Finalmente il Presidente della Repubblica Sergio Mattarella ha parlato chiaro. Con inusuale forza e assoluta chiarezza. Bene. Da queste pagine e poi su “Il Giornale” nei giorni scorsi avevamo auspicato un intervento che ribadisse l’inviolabilità della Giornata del Ricordo minacciata dall’indifferenza di molte istituzioni, dal disinteresse di una parte della Cultura e dai tentativi di riproporre tesi negazioniste o riduzioniste.

Non ci illudiamo di averlo influenzato, ma siamo grati per la sensibilità con cui è intervenuto sull’argomento. Le sue parole pronunciate con 24 d’ore d’anticipo sulla Giornata della Memoria, sono esemplari perché chiariscono dei punti che qualcuno vuole nuovamente rendere controversi o discutibili con l’obbiettivo di mettere in dubbio non solo la verità storica delle Foibe, ma anche la tragedia dell’esodo di istriani, fiumani e dalmati. L’ha impedito e l’ha fatto con fermezza e sostanza.

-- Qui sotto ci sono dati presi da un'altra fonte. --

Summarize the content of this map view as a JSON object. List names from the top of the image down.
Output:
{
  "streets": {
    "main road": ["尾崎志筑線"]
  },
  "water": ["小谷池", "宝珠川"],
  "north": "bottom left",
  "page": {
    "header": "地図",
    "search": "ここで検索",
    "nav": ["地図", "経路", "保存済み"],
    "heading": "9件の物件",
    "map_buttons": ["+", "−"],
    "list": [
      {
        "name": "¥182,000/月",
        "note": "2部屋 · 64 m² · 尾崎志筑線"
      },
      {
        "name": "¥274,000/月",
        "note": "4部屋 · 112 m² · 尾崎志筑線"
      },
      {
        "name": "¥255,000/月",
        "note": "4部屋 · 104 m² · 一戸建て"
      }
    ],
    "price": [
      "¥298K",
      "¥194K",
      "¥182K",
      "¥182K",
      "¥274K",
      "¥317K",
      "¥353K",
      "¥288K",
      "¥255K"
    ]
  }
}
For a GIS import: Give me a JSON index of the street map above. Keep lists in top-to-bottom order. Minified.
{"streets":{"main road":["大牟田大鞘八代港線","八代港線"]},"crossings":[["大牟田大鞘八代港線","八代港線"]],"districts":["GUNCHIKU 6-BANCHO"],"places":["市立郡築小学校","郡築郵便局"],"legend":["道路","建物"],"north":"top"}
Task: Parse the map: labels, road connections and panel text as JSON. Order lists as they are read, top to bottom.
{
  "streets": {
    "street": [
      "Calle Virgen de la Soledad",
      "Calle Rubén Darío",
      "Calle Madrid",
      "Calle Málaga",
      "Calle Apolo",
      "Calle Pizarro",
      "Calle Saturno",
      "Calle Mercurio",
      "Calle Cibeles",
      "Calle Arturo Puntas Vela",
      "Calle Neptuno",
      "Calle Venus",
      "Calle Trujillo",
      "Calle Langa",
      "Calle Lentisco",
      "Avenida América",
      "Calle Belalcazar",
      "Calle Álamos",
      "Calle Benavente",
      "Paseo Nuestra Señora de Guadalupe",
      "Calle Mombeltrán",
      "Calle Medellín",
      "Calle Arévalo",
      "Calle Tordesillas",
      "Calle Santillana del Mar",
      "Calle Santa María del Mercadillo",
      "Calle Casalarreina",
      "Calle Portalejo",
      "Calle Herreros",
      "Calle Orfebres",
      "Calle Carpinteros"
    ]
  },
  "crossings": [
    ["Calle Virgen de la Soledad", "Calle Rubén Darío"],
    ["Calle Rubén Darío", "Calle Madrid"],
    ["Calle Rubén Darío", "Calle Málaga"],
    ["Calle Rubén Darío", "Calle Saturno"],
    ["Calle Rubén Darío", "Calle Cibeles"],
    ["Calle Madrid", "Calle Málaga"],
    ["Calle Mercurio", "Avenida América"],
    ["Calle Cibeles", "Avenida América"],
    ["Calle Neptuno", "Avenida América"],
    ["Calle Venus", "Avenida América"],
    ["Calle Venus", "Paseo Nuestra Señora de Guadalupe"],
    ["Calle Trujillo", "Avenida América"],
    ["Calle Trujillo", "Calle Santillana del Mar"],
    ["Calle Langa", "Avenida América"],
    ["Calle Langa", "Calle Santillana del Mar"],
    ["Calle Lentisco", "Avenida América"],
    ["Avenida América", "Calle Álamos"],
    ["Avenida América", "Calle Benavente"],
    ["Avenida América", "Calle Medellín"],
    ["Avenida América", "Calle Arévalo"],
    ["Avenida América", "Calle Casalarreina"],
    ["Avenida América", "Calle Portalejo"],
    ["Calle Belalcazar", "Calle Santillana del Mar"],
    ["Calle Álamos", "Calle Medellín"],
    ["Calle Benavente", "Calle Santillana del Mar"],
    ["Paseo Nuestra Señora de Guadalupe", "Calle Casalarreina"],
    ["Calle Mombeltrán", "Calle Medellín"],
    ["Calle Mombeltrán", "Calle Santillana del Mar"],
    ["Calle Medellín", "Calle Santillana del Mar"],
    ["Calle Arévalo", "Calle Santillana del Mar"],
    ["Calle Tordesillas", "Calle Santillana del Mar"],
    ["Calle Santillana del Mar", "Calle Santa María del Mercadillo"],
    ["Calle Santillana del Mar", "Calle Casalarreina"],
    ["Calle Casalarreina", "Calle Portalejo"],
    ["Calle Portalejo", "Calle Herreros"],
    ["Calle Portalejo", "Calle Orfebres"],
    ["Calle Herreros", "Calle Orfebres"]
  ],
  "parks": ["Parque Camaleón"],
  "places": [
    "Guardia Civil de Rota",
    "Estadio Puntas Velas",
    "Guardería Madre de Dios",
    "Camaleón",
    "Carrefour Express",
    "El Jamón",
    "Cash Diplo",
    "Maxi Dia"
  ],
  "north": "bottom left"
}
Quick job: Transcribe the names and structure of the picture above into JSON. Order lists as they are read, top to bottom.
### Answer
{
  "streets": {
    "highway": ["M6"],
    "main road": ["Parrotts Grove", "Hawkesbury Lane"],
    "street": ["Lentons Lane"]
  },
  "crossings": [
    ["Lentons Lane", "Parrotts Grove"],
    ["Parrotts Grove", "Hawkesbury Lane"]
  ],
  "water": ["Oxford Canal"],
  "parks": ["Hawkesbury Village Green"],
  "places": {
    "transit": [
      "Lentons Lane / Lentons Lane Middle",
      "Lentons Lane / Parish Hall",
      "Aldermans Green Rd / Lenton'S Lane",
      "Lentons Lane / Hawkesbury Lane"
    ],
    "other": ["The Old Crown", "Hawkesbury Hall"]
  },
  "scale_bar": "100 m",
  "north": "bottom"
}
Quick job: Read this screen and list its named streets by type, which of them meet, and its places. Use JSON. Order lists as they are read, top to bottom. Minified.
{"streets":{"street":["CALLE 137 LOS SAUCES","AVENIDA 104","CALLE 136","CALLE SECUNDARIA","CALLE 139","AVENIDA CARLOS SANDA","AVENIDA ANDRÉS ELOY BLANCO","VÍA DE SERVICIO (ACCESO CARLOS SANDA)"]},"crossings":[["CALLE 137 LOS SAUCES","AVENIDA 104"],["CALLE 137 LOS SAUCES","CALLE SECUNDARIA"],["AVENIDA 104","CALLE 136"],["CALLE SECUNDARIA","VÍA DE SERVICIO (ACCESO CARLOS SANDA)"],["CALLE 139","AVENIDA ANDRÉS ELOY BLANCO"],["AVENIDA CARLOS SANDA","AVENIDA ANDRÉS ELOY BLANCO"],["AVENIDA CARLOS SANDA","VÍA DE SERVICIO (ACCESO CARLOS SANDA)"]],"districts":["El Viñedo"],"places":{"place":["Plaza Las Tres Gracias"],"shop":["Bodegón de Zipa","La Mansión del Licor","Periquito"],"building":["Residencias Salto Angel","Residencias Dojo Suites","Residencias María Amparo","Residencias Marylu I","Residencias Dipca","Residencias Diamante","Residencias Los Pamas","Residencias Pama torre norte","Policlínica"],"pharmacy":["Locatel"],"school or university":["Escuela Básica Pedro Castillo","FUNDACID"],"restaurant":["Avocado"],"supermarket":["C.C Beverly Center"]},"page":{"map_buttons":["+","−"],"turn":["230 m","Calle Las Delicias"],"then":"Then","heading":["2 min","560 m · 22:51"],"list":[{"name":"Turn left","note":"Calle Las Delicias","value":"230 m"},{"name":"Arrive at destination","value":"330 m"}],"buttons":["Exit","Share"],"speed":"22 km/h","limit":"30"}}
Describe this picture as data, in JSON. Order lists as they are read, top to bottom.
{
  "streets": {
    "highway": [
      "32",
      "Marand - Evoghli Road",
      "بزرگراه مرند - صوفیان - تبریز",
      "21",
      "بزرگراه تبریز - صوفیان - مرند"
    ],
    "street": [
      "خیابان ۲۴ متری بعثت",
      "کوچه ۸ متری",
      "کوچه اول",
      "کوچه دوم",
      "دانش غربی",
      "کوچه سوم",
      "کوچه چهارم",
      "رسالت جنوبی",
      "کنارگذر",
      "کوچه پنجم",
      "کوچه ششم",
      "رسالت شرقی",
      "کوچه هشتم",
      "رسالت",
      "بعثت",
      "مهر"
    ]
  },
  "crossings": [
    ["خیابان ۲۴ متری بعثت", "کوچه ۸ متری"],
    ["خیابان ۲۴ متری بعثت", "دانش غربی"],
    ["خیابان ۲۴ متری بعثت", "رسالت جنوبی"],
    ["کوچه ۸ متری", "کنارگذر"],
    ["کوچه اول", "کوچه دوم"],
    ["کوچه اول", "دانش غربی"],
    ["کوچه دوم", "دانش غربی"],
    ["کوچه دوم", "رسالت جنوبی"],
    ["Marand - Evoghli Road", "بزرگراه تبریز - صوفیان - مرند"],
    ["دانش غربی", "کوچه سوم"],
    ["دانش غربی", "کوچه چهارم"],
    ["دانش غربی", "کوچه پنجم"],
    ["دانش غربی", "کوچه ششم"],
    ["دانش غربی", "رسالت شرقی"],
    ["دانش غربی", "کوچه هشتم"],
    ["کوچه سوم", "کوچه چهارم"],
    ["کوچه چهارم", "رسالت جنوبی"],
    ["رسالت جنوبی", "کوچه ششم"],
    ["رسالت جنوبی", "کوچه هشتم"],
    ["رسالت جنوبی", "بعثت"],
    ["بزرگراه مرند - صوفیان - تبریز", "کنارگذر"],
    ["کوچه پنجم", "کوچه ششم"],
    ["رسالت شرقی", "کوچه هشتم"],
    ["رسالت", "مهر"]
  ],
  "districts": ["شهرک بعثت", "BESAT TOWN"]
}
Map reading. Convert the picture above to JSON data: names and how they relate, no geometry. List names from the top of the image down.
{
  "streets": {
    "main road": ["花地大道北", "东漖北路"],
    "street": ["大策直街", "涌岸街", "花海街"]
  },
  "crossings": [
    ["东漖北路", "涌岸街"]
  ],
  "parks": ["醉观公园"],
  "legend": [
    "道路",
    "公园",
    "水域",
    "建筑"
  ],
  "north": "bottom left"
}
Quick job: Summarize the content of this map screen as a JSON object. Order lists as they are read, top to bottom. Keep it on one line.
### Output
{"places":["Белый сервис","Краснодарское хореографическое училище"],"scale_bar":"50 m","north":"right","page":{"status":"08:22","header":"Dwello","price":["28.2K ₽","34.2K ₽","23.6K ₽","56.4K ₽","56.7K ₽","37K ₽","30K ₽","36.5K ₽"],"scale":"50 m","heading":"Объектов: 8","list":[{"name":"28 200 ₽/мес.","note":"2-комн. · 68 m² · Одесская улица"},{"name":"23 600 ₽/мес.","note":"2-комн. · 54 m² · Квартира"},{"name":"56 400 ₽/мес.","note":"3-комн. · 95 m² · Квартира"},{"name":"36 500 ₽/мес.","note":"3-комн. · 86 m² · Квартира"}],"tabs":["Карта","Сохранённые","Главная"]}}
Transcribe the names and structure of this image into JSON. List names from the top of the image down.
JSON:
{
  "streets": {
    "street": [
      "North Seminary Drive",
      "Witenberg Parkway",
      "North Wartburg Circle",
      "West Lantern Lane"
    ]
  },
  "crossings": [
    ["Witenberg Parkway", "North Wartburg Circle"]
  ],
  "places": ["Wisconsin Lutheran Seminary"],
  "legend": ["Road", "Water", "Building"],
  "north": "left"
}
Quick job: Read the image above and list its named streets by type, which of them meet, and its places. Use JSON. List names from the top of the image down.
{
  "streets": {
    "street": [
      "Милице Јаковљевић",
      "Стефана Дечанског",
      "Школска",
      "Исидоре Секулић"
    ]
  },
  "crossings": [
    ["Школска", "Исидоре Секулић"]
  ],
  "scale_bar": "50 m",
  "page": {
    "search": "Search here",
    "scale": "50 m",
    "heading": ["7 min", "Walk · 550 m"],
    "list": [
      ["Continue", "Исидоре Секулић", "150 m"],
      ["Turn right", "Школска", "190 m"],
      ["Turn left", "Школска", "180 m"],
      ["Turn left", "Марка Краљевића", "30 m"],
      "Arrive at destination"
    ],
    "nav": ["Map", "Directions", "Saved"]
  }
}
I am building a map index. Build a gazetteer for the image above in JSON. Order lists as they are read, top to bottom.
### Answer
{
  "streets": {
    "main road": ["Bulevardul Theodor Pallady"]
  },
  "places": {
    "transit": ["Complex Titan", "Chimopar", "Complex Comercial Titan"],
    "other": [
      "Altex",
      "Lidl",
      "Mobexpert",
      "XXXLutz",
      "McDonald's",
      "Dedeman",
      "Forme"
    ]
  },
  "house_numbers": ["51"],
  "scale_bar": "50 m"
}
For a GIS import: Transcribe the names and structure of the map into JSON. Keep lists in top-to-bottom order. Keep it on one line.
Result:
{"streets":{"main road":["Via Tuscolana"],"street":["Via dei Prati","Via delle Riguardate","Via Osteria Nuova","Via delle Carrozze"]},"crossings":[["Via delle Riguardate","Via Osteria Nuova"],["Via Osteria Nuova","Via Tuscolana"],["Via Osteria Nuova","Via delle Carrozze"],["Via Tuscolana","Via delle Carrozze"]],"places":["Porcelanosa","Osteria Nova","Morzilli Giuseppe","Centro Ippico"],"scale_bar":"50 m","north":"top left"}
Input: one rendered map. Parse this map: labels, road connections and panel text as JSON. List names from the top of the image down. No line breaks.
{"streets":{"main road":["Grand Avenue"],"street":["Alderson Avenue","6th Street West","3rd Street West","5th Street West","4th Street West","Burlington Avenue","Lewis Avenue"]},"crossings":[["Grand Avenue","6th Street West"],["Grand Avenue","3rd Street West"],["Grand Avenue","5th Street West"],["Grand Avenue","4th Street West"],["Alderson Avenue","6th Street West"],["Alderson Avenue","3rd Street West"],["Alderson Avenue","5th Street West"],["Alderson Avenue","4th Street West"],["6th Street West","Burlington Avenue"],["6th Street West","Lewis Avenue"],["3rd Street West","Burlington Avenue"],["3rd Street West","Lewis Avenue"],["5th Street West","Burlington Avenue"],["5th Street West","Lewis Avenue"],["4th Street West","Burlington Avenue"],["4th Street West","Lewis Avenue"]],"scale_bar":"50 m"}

È doveroso, al netto delle distanze politiche, prenderne atto.
Parlando di “grande tragedia italiana” il Presidente ha ricordato a tutti (e proprio tutti…) che i morti delle foibe e i 300 mila e più italiani costretti a fuggire dalle proprie case in Istria, Fiume e Dalmazia non erano rappresentanti di un gruppo o di una fazione politica, ma dei connazionali colpevoli soltanto di esser nati italiani e di volerlo restare. Descrivendo il loro passaggio “dall’oppressione nazista a quella comunista” sottolinea come tra i due “grandi totalitarismi del Novecento” non vi sia differenza.
Una lezione non da poco per quei nostalgici delle bandiere rosse pronti ancora oggi a mettere la sordina ad una pagina della storia patria assai buia e, dal loro punto di vista, anche assai scomoda. Ma apprezziamo soprattutto la chiarezza con cui il Presidente ricorda che “non si trattò, come qualche storico negazionista o riduzionista ha provato a insinuare, di una ritorsione contro i torti del fascismo. Perché tra le vittime italiane di un odio, comunque intollerabile, che era insieme ideologico, etnico e sociale, vi furono molte persone che nulla avevano a che fare con i fascisti e le loro persecuzioni”.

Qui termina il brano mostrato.